START Dataset records

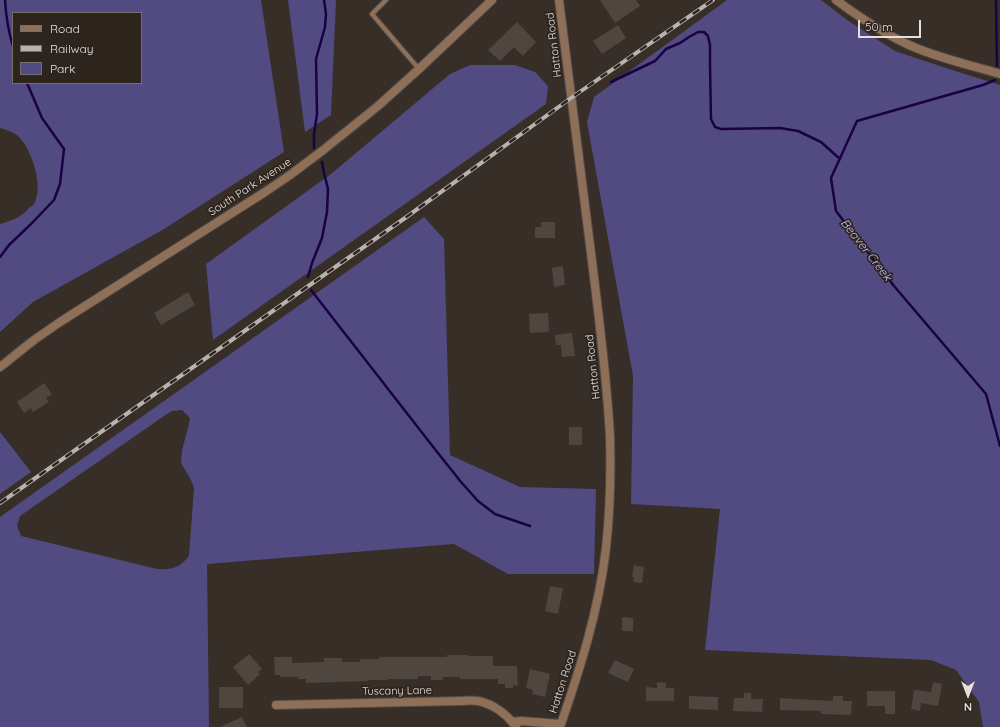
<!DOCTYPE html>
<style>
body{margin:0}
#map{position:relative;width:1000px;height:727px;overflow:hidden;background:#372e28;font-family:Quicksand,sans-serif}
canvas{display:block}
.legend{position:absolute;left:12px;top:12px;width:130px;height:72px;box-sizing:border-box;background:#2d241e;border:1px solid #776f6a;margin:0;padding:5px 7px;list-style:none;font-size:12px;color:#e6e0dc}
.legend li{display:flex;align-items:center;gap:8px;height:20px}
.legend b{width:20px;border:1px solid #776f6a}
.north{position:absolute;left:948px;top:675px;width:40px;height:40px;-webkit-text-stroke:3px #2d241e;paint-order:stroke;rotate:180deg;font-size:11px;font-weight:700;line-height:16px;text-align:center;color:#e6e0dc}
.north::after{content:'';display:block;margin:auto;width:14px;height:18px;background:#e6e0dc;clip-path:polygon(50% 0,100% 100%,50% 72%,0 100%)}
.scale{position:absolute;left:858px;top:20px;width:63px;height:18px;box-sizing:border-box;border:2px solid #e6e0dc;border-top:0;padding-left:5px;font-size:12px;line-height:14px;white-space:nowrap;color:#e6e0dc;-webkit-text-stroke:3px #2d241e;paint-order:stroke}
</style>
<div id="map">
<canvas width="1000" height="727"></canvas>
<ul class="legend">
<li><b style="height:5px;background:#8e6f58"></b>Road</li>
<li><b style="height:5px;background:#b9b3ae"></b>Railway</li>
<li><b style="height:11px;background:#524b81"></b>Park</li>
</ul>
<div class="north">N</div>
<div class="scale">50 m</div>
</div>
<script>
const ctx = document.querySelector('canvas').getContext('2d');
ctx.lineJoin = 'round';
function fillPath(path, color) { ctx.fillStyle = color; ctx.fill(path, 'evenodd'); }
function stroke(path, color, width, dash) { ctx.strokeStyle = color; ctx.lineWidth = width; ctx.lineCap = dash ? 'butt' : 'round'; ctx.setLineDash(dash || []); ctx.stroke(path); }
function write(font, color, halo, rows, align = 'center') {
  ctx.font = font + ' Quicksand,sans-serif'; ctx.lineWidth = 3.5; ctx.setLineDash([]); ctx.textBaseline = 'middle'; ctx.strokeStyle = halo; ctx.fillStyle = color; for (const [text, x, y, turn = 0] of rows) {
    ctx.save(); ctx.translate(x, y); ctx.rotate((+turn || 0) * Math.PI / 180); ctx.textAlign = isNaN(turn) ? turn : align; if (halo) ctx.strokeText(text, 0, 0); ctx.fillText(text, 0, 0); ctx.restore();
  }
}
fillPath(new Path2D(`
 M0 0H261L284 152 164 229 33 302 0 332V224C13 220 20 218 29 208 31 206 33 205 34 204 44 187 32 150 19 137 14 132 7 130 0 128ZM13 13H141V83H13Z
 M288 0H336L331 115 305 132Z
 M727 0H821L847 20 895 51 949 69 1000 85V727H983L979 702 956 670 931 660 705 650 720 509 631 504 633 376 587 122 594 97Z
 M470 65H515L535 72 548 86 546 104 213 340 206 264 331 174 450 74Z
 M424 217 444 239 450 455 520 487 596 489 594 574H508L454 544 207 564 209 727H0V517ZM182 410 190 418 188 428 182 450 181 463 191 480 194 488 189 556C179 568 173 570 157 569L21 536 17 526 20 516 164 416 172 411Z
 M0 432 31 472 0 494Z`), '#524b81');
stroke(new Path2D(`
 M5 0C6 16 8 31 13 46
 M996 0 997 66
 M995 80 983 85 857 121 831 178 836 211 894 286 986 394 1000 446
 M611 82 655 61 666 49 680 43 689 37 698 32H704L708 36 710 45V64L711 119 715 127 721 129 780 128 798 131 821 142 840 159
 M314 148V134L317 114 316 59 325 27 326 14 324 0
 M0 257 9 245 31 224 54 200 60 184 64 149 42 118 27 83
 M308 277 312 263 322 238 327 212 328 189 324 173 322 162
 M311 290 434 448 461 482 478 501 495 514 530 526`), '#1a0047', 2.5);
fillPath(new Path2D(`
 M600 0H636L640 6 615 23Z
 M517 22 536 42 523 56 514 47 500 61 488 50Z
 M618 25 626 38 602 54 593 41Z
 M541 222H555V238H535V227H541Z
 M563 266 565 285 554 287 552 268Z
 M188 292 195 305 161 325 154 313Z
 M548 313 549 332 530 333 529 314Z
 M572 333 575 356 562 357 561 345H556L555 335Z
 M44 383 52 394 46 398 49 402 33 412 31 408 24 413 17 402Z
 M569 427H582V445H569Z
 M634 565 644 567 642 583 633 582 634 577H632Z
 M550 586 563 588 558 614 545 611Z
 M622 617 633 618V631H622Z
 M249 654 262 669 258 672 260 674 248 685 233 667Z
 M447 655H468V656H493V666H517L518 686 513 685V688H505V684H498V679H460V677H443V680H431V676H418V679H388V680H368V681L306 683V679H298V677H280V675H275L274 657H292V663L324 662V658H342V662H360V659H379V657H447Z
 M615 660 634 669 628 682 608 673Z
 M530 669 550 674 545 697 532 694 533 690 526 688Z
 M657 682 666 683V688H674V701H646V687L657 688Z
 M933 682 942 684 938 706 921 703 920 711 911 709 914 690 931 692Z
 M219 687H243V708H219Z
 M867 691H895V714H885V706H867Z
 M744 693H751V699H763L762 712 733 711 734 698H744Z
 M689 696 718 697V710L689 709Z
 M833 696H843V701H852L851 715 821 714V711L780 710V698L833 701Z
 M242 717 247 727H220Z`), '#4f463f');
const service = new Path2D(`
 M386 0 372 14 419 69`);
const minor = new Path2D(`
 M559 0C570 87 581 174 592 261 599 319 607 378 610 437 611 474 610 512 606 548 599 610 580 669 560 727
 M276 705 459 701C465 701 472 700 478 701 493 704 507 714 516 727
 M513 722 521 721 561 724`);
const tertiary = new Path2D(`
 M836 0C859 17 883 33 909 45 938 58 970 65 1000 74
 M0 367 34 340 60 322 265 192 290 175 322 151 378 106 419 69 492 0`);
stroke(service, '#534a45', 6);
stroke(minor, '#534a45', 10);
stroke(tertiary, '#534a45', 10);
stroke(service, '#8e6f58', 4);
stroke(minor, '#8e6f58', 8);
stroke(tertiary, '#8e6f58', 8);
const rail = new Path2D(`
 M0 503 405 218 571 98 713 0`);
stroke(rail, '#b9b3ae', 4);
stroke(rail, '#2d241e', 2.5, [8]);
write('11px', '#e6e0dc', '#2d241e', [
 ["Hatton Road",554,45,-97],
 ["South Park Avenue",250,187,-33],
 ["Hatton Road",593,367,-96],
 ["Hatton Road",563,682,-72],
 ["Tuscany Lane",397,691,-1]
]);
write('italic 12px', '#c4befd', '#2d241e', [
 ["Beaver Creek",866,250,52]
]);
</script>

END Dataset records
START Dataset records

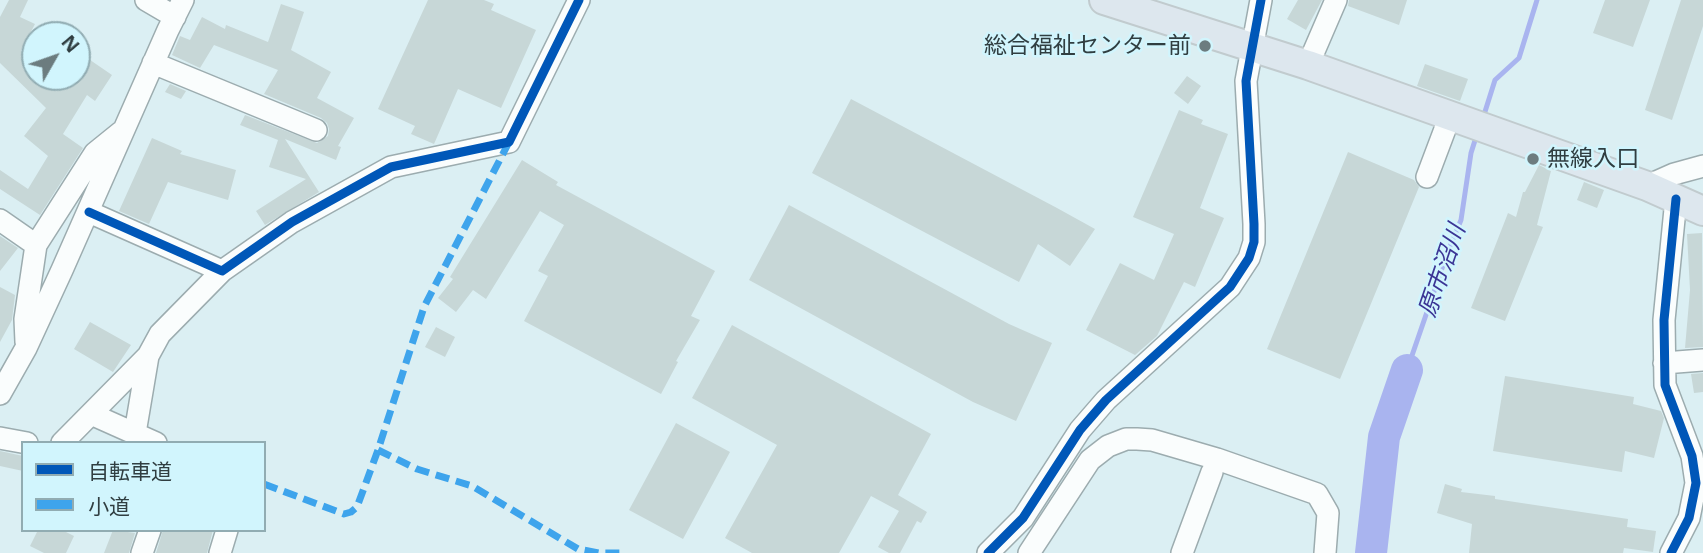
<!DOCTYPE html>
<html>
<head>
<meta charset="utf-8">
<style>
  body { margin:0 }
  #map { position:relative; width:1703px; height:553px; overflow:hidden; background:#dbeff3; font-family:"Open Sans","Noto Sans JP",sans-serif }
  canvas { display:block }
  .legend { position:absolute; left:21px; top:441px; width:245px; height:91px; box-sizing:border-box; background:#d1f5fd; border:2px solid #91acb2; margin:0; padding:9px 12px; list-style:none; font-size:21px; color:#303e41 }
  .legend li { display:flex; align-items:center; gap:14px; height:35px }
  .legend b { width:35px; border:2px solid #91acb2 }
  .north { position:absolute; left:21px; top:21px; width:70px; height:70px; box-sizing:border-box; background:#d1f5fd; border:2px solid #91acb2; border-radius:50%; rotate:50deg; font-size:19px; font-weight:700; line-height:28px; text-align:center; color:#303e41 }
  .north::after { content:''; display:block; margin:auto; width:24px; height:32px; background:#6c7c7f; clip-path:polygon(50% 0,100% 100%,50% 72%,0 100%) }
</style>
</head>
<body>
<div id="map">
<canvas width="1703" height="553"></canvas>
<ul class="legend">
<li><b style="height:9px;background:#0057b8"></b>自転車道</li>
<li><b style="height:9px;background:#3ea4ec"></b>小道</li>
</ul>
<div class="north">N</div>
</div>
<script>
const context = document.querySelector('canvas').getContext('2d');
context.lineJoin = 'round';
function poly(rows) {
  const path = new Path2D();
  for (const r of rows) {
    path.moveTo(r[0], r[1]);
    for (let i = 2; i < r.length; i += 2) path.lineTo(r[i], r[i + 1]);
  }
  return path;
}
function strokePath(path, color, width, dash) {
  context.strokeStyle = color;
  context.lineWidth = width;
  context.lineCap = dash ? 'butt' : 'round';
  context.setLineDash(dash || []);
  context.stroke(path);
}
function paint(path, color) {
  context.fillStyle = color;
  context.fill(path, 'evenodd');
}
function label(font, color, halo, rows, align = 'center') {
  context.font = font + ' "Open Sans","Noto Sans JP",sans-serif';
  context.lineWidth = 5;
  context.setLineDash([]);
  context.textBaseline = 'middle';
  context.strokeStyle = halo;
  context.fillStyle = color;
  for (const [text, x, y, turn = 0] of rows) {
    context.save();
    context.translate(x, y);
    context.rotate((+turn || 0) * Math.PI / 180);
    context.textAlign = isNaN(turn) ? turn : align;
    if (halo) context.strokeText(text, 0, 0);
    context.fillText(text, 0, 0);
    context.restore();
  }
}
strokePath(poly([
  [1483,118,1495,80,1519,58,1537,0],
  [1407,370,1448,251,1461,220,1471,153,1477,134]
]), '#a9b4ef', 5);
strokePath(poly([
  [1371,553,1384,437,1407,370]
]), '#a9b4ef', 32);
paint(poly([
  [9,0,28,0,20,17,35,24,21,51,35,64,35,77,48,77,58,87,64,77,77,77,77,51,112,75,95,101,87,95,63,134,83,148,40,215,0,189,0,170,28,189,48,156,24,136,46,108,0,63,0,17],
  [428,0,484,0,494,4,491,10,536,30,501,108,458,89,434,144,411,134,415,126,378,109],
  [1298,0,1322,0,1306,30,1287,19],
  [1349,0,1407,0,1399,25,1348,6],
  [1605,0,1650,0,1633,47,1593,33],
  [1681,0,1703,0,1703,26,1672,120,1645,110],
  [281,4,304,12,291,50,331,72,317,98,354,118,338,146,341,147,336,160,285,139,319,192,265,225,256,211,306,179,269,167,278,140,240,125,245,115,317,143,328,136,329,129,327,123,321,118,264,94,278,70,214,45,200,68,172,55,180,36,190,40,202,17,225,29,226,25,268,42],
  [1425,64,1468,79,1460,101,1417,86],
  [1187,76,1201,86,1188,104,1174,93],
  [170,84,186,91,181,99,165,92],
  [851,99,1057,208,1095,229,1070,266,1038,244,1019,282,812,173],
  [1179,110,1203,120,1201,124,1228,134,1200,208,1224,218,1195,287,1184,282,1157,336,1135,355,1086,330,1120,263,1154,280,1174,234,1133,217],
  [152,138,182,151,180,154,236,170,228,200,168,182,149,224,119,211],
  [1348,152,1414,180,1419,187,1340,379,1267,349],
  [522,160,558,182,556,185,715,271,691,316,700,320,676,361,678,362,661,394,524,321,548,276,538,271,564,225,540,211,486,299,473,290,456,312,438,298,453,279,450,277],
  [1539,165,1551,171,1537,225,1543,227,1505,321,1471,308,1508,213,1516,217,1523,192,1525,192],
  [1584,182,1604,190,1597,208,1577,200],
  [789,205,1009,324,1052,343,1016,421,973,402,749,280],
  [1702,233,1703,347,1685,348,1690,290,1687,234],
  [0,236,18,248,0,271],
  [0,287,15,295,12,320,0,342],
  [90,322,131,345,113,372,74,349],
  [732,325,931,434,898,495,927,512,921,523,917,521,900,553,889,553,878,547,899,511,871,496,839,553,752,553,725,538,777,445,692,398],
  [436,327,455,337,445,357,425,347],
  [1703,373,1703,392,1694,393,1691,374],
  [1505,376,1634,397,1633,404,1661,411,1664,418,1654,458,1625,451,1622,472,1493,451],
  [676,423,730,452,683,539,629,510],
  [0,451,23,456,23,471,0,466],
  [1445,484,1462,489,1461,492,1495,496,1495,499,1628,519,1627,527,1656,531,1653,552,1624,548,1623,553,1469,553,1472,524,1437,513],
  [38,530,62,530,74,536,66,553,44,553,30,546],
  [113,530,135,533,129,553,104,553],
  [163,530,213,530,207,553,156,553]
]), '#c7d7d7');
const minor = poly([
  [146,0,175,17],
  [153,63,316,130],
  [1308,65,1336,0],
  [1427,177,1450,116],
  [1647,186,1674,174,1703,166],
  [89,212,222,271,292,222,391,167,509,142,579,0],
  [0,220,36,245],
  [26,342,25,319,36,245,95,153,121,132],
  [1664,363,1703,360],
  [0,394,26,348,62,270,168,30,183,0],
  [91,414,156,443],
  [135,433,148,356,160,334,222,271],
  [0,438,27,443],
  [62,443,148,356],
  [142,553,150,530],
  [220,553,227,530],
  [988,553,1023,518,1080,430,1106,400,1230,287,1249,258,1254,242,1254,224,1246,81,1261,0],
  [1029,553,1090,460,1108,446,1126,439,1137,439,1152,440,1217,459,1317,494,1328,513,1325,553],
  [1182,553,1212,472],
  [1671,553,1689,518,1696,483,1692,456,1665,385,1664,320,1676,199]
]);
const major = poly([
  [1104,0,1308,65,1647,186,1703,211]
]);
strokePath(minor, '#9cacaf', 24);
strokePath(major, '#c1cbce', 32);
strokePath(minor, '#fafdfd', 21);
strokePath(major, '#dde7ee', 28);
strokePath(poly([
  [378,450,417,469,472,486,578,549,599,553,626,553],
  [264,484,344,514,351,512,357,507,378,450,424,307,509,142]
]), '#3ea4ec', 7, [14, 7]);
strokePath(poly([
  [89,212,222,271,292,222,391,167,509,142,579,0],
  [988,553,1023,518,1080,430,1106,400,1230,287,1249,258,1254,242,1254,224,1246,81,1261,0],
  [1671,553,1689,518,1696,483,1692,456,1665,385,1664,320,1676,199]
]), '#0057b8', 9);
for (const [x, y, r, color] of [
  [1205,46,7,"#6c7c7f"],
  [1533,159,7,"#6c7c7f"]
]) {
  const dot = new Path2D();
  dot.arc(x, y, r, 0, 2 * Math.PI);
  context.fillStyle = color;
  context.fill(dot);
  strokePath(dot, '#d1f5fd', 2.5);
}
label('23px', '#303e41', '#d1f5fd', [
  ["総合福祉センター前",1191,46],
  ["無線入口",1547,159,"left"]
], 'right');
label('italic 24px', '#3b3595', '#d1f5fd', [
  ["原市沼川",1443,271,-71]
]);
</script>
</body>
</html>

END Dataset records

■ Assigned task ■
Wherever the string "rows" is found in the entries, copy the line it sits in.

■ Your solution ■
function write(font, color, halo, rows, align = 'center') {
  ctx.font = font + ' Quicksand,sans-serif'; ctx.lineWidth = 3.5; ctx.setLineDash([]); ctx.textBaseline = 'middle'; ctx.strokeStyle = halo; ctx.fillStyle = color; for (const [text, x, y, turn = 0] of rows) {
function poly(rows) {
  for (const r of rows) {
function label(font, color, halo, rows, align = 'center') {
  for (const [text, x, y, turn = 0] of rows) {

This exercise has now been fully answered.